Die Synagoge in der Stadt Landau i.d.Pf ging in Flammen auf; verschiedene Wohnungseinrichtungen und 1 Geschäft wurden zerstört. Teilweise ist es gelungen wertvolle Einrichtungsgegenstände zu retten.

8) Bezirk Ludwigshafen a. Rhein:

Die Synagoge in Mutterstadt wurde niedergebrannt. In Böhl und Ruchheim wurde die Einrichtung der dortigen Synagoge zerstört.

Einige Geschäfte und Wohnungen wurden von der empörten Menge zerstört. Größere Schäden traten auf in Iggelheim, Neuhofen und Mutterstadt.

Plünderungen sind nicht gemeldet.

9) Bezirk Neustadt a.d.W.:

In Bad Dürkheim wurde die Einrichtung der Synagoge vollständig zerstört.

In den Gemeinden Bad Dürkheim, Deidesheim, Geissheim, Hassloch, Lachen, Wachenheim und Weidenheim a.Sd. wurden verschiedene Wohnungen und Läden von Juden zerstört.

Plünderungen sind nicht gemeldet.

10) Bezirk Pirmasens:

Hier beschränkte sich die Empörung des Volkes auf die Zerstörung von Einrichtungen jüdischer Geschäfte und Wohnungen.

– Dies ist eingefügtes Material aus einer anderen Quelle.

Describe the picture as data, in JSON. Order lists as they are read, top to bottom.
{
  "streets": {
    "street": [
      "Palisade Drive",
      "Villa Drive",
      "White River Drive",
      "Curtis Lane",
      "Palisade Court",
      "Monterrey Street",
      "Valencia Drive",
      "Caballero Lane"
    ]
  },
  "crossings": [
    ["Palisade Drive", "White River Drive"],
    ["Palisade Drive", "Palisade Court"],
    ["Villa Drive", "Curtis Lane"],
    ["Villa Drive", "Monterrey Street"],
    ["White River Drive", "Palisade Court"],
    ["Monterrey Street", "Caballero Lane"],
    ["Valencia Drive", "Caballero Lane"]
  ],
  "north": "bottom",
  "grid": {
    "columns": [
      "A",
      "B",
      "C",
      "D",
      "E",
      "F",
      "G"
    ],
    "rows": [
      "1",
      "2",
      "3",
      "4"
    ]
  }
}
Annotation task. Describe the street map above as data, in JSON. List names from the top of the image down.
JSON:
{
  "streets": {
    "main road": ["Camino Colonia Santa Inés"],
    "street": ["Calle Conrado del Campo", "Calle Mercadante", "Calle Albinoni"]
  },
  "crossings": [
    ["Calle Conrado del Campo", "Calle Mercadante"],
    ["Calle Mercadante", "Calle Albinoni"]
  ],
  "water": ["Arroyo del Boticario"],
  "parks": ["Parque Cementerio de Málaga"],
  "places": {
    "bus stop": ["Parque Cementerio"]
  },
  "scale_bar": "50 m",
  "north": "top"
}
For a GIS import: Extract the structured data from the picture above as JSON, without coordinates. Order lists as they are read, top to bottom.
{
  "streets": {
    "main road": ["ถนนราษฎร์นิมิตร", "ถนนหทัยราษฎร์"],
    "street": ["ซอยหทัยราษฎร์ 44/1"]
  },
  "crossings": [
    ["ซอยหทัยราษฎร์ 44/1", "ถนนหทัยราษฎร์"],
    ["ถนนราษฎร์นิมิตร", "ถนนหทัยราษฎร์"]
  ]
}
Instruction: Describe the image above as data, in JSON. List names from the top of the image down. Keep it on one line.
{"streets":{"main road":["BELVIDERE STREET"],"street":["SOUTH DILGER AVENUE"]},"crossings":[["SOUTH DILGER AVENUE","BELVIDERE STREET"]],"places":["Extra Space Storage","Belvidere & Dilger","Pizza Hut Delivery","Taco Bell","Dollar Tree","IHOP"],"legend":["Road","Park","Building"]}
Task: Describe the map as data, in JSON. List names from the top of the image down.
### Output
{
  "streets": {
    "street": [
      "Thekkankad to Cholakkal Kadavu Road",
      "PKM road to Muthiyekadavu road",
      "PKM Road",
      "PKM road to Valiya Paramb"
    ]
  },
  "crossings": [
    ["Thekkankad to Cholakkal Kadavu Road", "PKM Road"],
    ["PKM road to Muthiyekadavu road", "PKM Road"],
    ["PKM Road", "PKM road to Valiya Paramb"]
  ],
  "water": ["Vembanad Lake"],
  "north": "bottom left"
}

In Dahn versuchten unsaubere Elemente sich Gegenstände aus dem Anwesen Levy anzueignen. Die Plünderungsversuche wurden nach Möglichkeit sofort unterdrückt.

11) Bezirk Rockenhausen:

Die Einrichtung der Synagoge Rockenhausen, Teschenmoschel, Steinbach a.D. und Münchweiler a.d.A. wurde zerstört. Die Synagogen Altenbamberg und Winnweiler brannten ab.

Auch hier wurden an verschiedenen Orten Geschäfte und Wohnungen von Juden zerstört.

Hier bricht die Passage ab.